• [What you are asked to do]: Work out how many lines in the entries contain the string "NORTHEAST", and give nothing but that number.

• [Records contained in a dataset]:

#####

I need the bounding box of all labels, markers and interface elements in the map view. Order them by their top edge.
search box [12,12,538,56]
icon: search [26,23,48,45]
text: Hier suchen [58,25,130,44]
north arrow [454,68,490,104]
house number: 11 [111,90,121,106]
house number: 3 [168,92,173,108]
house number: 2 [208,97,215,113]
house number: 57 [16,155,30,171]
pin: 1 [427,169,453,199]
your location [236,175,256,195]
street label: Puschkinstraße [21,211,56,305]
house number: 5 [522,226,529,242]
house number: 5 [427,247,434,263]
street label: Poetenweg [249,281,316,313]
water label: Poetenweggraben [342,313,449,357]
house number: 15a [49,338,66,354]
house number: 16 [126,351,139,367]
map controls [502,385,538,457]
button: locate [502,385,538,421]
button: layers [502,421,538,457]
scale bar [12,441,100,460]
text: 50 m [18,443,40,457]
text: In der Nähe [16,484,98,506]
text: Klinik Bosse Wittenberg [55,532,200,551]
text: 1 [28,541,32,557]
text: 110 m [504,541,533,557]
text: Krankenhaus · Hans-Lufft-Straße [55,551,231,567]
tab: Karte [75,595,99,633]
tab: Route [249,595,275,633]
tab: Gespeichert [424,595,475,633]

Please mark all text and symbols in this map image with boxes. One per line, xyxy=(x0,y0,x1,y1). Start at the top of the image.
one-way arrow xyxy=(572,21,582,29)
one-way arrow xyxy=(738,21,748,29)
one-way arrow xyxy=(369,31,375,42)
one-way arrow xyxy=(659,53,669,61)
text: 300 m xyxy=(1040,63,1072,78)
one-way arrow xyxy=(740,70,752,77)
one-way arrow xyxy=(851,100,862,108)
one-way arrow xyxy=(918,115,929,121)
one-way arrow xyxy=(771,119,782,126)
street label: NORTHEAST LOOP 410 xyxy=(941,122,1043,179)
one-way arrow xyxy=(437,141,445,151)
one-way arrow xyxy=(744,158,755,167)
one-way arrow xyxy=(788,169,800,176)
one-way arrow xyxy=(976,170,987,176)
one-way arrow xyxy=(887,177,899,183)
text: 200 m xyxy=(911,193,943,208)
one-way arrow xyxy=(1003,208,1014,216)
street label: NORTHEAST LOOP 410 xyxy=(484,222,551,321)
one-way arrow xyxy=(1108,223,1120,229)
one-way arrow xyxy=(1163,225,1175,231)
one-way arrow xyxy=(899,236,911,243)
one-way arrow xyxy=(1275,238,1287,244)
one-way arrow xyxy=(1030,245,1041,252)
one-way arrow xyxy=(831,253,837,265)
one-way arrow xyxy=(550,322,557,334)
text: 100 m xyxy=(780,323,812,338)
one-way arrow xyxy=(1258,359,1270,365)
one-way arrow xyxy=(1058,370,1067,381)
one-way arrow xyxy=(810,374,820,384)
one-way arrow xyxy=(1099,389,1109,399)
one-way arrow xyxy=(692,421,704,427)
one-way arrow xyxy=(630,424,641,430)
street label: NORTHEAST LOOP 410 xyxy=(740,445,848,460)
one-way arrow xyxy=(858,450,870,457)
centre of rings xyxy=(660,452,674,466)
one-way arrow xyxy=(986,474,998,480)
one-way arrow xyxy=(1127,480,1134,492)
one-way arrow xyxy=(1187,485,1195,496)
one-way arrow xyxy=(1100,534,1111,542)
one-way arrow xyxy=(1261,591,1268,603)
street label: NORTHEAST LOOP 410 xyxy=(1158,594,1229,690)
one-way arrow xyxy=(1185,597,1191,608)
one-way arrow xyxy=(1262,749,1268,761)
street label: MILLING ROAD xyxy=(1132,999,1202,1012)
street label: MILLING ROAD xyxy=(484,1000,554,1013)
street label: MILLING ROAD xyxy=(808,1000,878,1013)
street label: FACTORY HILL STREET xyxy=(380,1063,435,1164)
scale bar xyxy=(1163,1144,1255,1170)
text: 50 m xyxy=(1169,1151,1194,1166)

#####

• [Written solution]: 4